Entendre des personnes courir ne devraient pas être source de problèmes. Mais je me suis retournée : « au cas où ». J'ai cru hallucine quand j'ai vu des gardes courir vers nous. Ils semblaient énervés, ce qui était tout à fait logique.

- Merde, merde, y'a les gardes. Ai-je lancé.

Kiron s'est retourné et s'est mis à courir. Je l'ai suivi. J'étais fatiguée mais je tenais le coup. Je ne voulais pas que cela s'arrête maintenant, si proche du but.
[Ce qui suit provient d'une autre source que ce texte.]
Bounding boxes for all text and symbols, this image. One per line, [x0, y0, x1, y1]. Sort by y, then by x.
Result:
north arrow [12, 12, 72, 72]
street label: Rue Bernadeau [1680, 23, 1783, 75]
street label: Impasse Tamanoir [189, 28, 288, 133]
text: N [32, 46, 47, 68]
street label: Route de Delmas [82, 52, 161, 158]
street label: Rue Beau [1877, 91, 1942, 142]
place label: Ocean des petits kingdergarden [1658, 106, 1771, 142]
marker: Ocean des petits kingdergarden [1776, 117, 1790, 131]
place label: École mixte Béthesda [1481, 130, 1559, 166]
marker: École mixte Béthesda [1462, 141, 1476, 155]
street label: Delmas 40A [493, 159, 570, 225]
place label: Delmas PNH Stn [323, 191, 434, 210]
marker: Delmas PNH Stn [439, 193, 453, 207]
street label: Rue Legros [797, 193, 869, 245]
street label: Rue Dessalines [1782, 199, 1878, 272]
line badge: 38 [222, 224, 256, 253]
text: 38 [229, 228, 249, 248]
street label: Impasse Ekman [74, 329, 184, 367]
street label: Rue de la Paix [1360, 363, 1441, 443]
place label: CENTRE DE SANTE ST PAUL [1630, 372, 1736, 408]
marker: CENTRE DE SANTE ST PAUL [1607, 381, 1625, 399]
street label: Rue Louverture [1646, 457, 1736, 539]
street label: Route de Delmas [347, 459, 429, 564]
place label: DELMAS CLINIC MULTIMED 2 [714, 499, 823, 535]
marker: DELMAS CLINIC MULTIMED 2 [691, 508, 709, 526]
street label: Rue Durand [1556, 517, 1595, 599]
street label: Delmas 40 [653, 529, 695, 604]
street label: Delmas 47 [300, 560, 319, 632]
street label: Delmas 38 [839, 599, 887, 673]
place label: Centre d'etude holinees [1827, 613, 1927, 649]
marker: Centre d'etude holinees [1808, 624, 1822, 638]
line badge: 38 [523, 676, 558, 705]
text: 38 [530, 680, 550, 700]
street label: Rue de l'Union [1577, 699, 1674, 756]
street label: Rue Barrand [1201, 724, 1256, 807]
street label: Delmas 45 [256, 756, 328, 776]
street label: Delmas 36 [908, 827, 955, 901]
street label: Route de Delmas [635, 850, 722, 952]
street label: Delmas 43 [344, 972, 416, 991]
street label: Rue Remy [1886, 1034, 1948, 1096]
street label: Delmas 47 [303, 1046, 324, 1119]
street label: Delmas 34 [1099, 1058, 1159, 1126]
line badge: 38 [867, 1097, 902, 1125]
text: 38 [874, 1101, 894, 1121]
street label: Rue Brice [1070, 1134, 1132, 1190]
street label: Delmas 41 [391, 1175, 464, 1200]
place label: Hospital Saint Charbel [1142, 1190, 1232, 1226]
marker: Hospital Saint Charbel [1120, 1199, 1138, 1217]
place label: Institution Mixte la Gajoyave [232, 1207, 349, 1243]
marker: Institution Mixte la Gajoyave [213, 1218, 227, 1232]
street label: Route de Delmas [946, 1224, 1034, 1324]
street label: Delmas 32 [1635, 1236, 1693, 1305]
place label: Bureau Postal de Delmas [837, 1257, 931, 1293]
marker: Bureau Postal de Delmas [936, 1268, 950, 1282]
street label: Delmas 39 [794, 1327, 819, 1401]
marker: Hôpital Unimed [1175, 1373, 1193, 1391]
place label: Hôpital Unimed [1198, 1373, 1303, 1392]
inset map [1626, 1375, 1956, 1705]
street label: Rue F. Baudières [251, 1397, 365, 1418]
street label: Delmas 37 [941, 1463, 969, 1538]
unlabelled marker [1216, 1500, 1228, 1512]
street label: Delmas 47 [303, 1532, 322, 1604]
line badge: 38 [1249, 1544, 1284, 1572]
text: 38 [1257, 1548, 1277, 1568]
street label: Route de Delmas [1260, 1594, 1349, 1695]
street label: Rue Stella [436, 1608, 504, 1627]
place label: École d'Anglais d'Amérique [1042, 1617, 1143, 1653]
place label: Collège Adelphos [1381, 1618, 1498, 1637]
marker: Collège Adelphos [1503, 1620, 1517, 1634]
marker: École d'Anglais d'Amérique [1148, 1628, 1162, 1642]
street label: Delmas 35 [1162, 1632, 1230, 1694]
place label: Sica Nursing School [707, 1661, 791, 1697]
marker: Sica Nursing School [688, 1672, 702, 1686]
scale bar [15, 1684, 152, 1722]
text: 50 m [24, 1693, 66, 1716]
On a tourné dans une ruelle où l'on a pu reprendre notre souffle. Il allait partir alors que c'était le sens opposé à la maison d'Azalée.

- Attends, je dois d'abord prévenir Azalée.

- Mais tu es stupide ? Nous y rendre signe notre mort. Ils se doutent qu'on va y aller. Réfléchis un peu !

Tout était dans un mélange de stress, de manque de temps et de peur. J'avais vraiment peur.

- Nous sommes ici pour Azalée, ne pas la prévenir seraient stupides.

- Toi, peut-être mais moi je ne suis pas obligé, je ne suis pas là pour elle.

Je ne comprenais pas pourquoi il réagissait comme cela. Je n'avais pas l'impression que c'était Kiron, mais plutôt un animal. Et cela me faisait mal au cœur.

- Aller, viens s'il te plaît, ai-je demandé.

- Non, démerde-toi. Je ne suis pas fou.

Il est parti aussi vite, sans même hésiter ou se retourner pour me voir. Rien de tout ça, il a foncé à l'opposé de chez Azalée. J'ai eu envie de pleurer mais rien ne sorti. Entendant les gardes arrivés, je suis partie en courant.

Comparé à Kiron, je me suis retournée pour le voir une dernière fois peut-être.

Je courais. J'allais le plus vite possible. Je me demandais si les gardes suivaient Kiron ou moi, ou même s'ils nous avaient perdus de vu. Peut-être que Kiron aurait aimé que ce soit moi qu'ils suivent. Mais je n'avais pas le temps de me retourner pour vérifier cela.

J'ai foncé jusqu'à la maison d'Azalée, je n'avais pas couru comme cela depuis bien longtemps. La porte n'était heureusement pas fermée à clef. J'ai monté les escaliers le plus vite que j'ai pu, en ayant peur de tombé.

Personne n'était dans la chambre d'Azalée. Mon cœur battait tellement fort. J'ai pris le premier papier que j'ai vu et le premier stylo et j'ai écrit : « On a un problème ». J'ai signé.

- Ils doivent être là, ai-je entendu, probablement les gardes.

Je ne pouvais pas descendre. Je suis alors passée par la fenêtre. C'était bien plus haut que je le pensais. Je savais bien que je ne pouvais pas mourir. Mais souffrir continuellement, voir être figé. J'ai sauté.

Ce n'était pas ce que je m'imaginais. La douleur était bien plus atroce. Je ne sais par quelle force je me suis relevée. J'ai couru hors de chez elle. Les gardes me suivaient. Je n'avais pas été très discrète, à vrai dire.

Je faisais de mon mieux, sauf que je me suis écroulée au sol, de fatigue ou de douleur. La suite s'est passée si vite : les gardes m'ont rattrapée, ils m'ont attachée et m'ont ramenée au monde des rêves.

Je me suis demandé s'ils avaient attrapé ce traître de Kiron.